Reputation: 492
Is there any program to change file encoding to UTF-8 programmatically. I have like 1000 files and I want to save them in UTF-8 format in linux.
Thanks.
Upvotes: 2
Views: 1552
Reputation: 12027
iconv
is the tool for the job.
iconv -f original_charset -t utf-8 originalfile > newfile
Upvotes: 2
Reputation: 14064
iconv
will take care of that, use it like this:
iconv -f ISO88591 -t UTF8 in.txt out.txt
where 88591
is the encoding for latin1
, one of the most common 8-bit encodings, which might (or not) be your input encoding.
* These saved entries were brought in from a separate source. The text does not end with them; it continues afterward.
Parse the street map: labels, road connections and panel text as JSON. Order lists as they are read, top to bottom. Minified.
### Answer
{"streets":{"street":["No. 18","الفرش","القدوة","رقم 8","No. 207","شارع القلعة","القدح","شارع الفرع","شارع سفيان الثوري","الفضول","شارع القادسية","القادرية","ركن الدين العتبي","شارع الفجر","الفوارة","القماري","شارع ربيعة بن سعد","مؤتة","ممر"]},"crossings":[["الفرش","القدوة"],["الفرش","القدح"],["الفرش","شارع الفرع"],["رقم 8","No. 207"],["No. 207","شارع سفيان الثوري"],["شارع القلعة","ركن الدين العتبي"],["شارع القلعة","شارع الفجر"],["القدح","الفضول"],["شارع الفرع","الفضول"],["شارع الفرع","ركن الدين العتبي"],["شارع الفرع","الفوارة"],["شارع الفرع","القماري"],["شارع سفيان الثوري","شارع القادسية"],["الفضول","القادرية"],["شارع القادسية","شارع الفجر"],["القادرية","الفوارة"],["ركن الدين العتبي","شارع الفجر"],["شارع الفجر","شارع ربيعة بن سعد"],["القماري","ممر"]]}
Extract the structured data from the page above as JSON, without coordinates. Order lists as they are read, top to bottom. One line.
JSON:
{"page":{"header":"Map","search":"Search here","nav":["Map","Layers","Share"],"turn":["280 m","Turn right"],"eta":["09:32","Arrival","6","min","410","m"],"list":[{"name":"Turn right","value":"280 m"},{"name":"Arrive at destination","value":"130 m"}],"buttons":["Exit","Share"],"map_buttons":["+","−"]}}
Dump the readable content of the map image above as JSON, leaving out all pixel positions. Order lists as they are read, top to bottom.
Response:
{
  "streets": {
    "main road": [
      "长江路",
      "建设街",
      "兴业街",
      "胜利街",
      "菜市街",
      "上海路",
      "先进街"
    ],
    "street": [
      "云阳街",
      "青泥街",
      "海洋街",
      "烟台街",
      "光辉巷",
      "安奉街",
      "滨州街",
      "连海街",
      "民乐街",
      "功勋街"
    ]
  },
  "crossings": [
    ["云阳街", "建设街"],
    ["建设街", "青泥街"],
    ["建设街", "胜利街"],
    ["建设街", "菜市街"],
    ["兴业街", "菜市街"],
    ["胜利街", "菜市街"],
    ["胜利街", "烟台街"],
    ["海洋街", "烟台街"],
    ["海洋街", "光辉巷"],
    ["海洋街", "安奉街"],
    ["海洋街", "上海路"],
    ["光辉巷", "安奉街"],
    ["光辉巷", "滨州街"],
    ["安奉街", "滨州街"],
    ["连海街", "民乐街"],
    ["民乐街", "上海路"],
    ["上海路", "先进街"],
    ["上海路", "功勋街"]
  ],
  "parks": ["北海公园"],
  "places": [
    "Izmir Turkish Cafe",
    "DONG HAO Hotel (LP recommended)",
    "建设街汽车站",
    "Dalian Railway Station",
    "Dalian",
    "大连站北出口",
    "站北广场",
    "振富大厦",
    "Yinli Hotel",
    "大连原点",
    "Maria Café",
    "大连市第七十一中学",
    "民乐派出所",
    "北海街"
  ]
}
If you don't know the input charset, you can detect it with the standard file
command or the python based chardet
. For instance:
iconv -f $(file -bi myfile.txt | sed -e 's/.*[ ]charset=//') -t UTF8 in.txt out.txt
You may want to do something more robust than this one liner, like don't process files when encoding is unknown.
From here, to iterate over multiple files, you can do something like
find . -iname *.txt -exec iconv -f ISO88591 -t UTF8 {} {} \;
I didn't check this, so you might want to google iconv and find, read about them here on SO, or simply read their man pages.
Upvotes: 5